WHAT IS EXPECTED:
Print exactly the first lines of the records. Stop after the line containing "display:grid; place-items:center; width:120px;", and leave every picture out.

+ + + + +

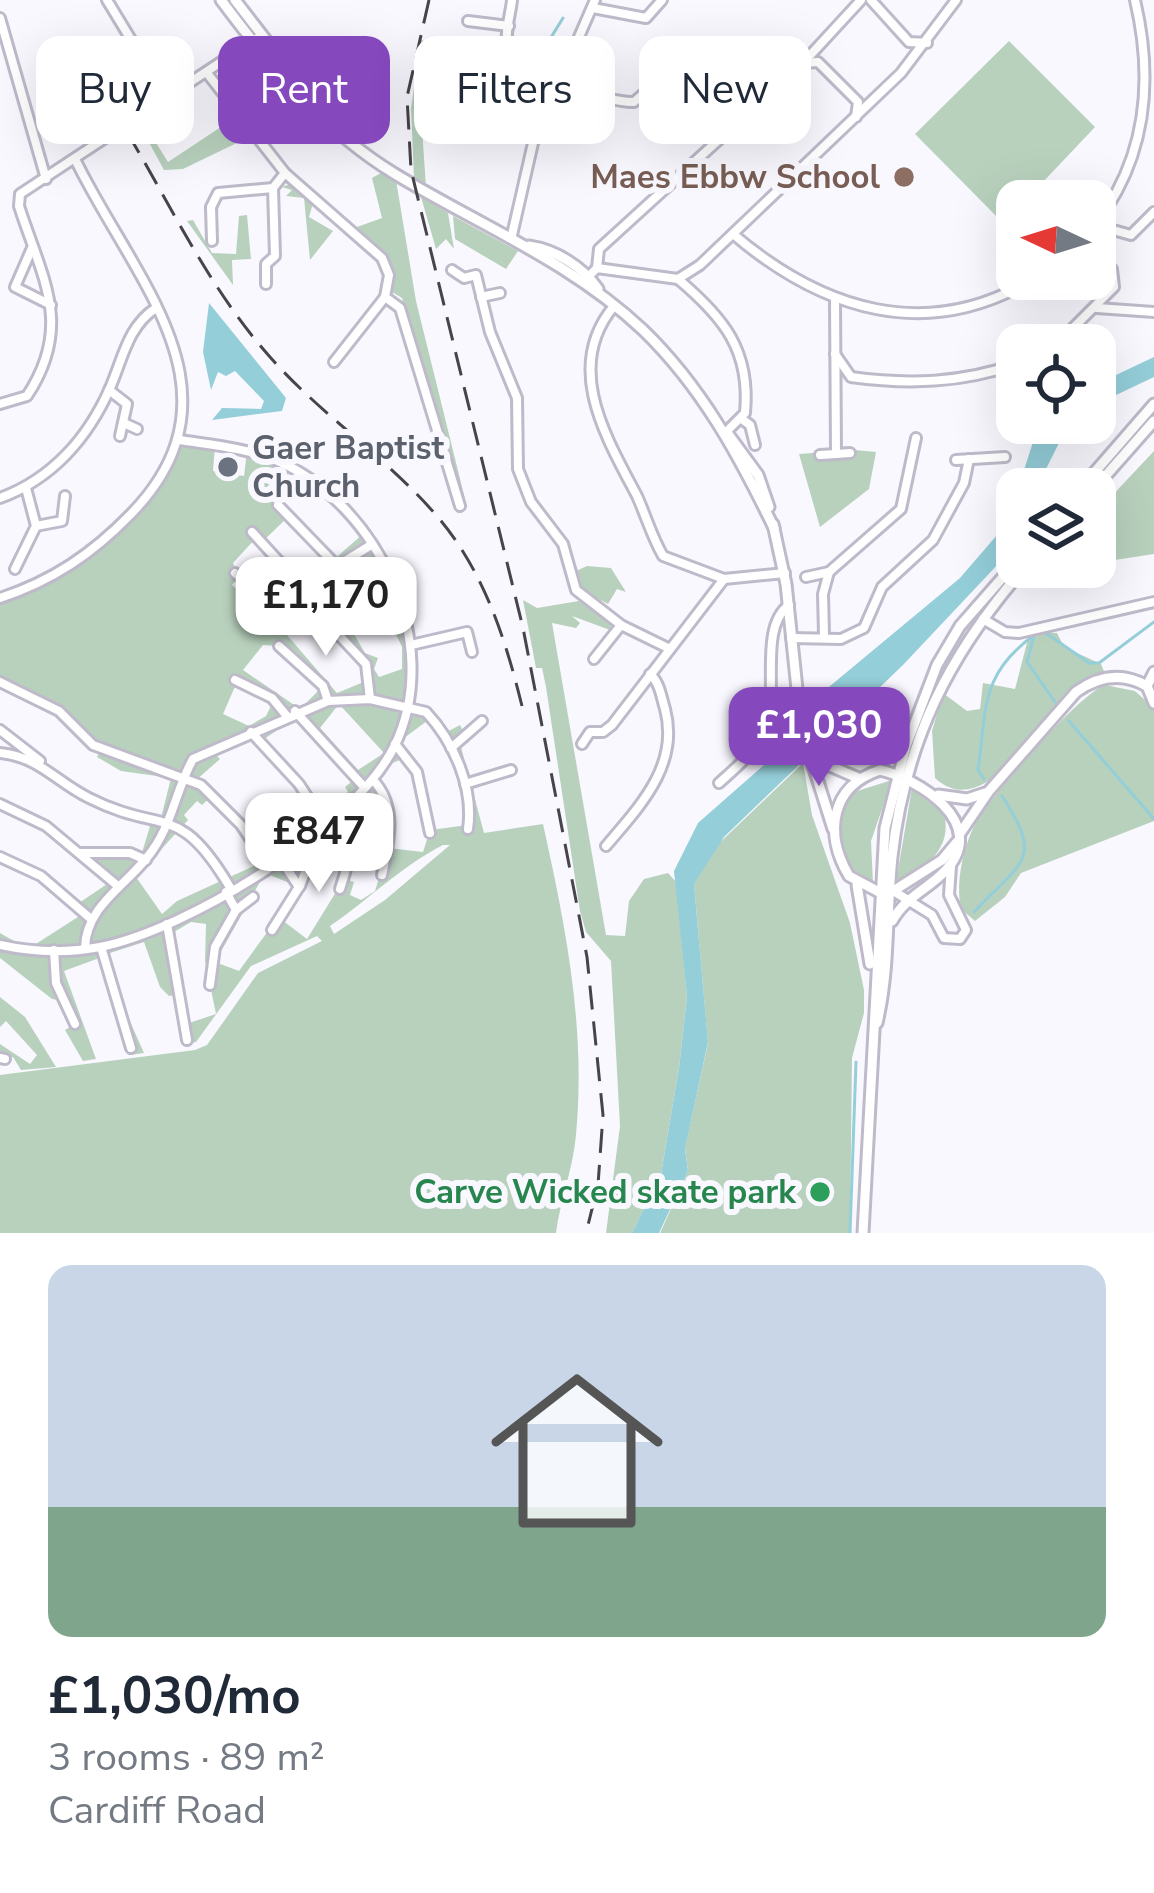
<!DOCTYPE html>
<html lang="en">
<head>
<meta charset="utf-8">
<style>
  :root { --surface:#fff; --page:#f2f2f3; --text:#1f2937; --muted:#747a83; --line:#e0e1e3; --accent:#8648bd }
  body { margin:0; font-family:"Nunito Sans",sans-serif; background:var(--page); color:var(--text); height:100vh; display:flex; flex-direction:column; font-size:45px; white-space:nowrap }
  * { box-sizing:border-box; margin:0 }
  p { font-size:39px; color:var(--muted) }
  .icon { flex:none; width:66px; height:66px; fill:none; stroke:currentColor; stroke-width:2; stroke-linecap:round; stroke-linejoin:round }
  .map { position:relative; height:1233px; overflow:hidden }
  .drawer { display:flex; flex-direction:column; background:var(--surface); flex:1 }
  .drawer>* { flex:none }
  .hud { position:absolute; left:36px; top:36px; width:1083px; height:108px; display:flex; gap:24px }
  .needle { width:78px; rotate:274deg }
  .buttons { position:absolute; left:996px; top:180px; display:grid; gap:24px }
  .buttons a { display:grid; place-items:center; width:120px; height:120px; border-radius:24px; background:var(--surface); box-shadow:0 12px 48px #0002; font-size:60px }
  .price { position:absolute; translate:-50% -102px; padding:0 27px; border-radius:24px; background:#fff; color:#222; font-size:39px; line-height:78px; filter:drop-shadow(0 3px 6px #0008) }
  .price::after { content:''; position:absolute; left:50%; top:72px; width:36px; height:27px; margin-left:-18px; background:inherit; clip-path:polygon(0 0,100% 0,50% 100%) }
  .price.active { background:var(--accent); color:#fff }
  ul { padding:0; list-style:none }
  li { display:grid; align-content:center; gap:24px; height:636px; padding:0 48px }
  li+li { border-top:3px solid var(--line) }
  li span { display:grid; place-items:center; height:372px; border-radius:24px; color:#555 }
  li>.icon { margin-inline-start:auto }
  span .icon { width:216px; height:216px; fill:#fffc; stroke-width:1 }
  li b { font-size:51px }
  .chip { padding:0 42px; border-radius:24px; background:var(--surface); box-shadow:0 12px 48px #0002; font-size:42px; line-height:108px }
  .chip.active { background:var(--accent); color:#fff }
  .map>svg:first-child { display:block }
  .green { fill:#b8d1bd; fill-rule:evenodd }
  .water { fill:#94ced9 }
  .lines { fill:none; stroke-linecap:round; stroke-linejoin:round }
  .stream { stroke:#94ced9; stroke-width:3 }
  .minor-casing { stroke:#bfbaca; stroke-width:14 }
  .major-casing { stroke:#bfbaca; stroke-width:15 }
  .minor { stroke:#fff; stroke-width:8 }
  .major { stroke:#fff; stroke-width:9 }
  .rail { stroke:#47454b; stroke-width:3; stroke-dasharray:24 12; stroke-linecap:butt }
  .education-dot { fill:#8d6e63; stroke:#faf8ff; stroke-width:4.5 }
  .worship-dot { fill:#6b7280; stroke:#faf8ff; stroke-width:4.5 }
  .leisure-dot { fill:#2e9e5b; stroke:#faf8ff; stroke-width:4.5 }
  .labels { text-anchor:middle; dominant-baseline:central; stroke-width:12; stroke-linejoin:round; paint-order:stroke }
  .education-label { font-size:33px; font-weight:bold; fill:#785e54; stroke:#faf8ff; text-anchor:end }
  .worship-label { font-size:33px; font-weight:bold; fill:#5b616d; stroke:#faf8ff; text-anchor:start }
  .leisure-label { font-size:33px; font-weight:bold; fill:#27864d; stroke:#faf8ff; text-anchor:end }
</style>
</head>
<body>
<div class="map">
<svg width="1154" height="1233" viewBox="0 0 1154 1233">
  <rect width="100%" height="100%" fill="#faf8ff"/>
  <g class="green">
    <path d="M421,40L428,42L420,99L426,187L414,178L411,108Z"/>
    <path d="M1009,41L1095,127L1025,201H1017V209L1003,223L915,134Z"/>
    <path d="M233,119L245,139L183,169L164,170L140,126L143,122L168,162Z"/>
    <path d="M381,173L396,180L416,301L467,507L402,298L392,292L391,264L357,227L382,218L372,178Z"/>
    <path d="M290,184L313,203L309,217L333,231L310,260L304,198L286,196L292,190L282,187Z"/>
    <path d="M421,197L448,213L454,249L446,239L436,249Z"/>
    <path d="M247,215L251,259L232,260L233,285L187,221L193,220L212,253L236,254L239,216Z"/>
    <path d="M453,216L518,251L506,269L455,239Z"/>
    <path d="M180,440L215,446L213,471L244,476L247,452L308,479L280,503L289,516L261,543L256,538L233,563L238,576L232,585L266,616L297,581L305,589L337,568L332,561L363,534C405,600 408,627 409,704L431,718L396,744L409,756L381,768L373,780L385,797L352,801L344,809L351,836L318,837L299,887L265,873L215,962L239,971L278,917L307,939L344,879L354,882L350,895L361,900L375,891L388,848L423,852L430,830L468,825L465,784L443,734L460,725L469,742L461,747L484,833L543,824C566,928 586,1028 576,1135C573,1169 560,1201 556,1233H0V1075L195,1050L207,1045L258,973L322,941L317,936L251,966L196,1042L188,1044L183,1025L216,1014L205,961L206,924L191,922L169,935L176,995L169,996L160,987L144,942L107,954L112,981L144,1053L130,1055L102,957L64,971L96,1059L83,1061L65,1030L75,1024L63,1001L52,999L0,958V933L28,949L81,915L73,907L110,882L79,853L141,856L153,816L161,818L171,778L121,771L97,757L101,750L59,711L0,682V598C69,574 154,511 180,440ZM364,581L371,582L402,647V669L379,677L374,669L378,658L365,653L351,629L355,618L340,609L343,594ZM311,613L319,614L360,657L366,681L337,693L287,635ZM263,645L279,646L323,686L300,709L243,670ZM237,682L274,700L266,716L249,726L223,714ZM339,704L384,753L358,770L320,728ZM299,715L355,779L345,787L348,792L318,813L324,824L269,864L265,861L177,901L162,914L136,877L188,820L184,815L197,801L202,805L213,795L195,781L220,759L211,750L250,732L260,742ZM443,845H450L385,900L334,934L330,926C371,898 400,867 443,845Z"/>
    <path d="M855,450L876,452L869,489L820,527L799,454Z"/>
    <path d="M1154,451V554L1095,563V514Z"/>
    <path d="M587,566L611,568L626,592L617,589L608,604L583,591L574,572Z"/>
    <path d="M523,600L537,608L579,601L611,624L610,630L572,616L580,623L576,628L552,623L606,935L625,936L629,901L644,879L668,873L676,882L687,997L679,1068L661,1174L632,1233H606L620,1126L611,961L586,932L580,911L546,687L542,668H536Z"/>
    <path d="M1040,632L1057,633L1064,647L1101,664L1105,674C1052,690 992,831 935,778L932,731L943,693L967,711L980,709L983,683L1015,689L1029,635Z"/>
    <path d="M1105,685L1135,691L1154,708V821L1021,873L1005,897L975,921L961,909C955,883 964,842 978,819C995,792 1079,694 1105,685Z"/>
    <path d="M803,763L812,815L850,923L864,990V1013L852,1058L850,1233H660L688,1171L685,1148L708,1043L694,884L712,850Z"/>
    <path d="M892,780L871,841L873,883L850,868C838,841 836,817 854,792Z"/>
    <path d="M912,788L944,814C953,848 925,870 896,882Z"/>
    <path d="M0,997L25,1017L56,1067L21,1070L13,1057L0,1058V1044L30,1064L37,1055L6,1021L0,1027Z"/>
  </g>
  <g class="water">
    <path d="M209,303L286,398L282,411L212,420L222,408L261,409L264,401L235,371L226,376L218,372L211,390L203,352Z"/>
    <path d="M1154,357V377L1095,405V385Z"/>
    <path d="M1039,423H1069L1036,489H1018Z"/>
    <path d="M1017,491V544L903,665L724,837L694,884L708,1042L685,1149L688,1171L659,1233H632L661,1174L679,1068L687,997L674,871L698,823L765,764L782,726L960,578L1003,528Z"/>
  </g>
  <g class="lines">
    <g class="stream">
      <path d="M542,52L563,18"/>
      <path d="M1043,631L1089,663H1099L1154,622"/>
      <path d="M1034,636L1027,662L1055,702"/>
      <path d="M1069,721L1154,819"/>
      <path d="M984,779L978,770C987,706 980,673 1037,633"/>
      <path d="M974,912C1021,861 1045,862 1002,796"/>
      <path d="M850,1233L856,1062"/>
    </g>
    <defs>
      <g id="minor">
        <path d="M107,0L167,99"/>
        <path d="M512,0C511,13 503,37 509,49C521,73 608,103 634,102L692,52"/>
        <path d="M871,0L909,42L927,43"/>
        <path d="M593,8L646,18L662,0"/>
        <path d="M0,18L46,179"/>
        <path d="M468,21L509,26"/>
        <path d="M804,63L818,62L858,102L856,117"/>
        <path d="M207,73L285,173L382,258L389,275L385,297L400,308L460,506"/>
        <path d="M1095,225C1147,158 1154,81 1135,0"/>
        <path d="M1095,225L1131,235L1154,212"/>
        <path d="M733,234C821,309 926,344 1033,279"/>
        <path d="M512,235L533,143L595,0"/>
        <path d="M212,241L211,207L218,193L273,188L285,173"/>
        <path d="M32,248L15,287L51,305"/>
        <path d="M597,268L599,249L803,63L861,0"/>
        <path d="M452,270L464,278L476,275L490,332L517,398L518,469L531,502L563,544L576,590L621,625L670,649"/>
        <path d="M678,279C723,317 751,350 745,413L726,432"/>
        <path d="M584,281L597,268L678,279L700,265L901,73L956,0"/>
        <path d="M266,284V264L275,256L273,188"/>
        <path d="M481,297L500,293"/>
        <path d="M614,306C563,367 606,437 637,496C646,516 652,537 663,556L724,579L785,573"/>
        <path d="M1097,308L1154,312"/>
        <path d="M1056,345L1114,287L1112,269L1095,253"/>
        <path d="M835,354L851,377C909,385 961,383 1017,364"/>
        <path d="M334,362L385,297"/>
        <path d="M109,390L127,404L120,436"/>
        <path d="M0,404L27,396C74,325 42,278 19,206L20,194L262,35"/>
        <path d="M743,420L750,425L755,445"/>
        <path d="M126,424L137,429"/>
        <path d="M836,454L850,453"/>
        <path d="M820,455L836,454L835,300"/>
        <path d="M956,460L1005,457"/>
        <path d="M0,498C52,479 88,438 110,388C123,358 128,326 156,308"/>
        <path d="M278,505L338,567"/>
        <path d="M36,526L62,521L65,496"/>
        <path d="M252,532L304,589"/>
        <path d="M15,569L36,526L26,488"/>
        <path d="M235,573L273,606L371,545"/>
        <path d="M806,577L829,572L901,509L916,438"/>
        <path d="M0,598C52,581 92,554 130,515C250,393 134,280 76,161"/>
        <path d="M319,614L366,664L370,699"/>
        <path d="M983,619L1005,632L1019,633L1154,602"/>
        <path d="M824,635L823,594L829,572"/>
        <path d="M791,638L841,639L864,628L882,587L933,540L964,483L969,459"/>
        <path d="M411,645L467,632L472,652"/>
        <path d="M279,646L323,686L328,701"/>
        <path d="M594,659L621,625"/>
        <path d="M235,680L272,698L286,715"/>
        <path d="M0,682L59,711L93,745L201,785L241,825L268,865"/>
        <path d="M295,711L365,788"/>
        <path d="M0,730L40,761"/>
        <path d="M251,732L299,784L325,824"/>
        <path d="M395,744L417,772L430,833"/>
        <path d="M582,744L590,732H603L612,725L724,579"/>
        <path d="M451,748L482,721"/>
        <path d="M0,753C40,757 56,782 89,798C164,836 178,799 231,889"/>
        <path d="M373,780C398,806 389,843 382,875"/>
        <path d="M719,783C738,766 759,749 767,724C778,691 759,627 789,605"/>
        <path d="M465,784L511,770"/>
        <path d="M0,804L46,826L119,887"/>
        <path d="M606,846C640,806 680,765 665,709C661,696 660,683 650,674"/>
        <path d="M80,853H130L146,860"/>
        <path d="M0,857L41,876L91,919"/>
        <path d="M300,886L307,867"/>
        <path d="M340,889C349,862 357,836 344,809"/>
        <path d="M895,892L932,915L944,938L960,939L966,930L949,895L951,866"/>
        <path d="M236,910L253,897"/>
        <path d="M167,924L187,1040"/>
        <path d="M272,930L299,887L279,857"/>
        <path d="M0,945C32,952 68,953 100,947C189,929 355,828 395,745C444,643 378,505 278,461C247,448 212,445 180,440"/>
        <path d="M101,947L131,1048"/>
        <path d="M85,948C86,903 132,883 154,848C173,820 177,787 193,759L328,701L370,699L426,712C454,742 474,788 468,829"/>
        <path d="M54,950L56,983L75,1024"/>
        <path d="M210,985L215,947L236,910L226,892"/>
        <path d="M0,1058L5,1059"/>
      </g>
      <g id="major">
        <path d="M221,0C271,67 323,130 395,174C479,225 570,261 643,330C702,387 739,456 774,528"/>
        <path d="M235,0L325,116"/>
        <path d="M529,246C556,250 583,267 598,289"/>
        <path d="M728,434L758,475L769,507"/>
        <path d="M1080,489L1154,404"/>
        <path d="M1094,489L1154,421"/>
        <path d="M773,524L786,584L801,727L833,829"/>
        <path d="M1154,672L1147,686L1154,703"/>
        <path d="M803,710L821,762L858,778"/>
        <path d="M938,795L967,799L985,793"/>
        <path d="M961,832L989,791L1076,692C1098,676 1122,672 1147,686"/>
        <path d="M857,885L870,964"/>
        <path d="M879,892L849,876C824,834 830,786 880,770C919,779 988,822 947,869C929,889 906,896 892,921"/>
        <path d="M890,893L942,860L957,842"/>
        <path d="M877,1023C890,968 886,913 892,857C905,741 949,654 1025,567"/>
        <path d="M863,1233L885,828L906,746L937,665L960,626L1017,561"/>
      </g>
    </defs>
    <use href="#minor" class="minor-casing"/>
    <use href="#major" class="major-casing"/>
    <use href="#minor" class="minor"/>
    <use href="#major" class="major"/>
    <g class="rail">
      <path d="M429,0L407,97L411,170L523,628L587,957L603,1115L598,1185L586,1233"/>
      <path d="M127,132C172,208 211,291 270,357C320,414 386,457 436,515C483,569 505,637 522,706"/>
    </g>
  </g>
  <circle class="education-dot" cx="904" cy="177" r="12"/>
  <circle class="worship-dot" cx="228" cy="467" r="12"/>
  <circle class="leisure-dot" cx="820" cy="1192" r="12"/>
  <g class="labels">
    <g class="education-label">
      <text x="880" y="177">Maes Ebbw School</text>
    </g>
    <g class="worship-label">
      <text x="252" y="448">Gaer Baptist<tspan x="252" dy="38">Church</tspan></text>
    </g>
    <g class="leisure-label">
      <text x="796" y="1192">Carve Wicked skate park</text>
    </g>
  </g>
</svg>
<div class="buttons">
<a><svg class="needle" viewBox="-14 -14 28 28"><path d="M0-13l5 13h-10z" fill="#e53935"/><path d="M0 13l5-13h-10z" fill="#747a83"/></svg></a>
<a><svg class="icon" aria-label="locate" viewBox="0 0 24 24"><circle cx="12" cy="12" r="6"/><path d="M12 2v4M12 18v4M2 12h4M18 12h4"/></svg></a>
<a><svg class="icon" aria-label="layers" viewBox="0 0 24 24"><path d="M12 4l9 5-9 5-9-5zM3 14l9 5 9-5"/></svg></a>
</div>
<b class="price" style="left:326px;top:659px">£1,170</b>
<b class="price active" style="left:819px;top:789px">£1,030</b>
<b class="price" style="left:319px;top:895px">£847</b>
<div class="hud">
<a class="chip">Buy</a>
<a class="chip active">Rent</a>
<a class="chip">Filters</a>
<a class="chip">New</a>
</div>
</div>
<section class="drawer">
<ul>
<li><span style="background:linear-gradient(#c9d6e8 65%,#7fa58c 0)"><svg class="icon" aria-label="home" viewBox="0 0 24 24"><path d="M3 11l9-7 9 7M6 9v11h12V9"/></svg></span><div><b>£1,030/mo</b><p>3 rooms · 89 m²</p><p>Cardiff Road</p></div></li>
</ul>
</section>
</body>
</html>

+ + + + +

ANSWER TO THE PROBLEM:
<!DOCTYPE html>
<html lang="en">
<head>
<meta charset="utf-8">
<style>
  :root { --surface:#fff; --page:#f2f2f3; --text:#1f2937; --muted:#747a83; --line:#e0e1e3; --accent:#8648bd }
  body { margin:0; font-family:"Nunito Sans",sans-serif; background:var(--page); color:var(--text); height:100vh; display:flex; flex-direction:column; font-size:45px; white-space:nowrap }
  * { box-sizing:border-box; margin:0 }
  p { font-size:39px; color:var(--muted) }
  .icon { flex:none; width:66px; height:66px; fill:none; stroke:currentColor; stroke-width:2; stroke-linecap:round; stroke-linejoin:round }
  .map { position:relative; height:1233px; overflow:hidden }
  .drawer { display:flex; flex-direction:column; background:var(--surface); flex:1 }
  .drawer>* { flex:none }
  .hud { position:absolute; left:36px; top:36px; width:1083px; height:108px; display:flex; gap:24px }
  .needle { width:78px; rotate:274deg }
  .buttons { position:absolute; left:996px; top:180px; display:grid; gap:24px }
  .buttons a { display:grid; place-items:center; width:120px; height:120px; border-radius:24px; background:var(--surface); box-shadow:0 12px 48px #0002; font-size:60px }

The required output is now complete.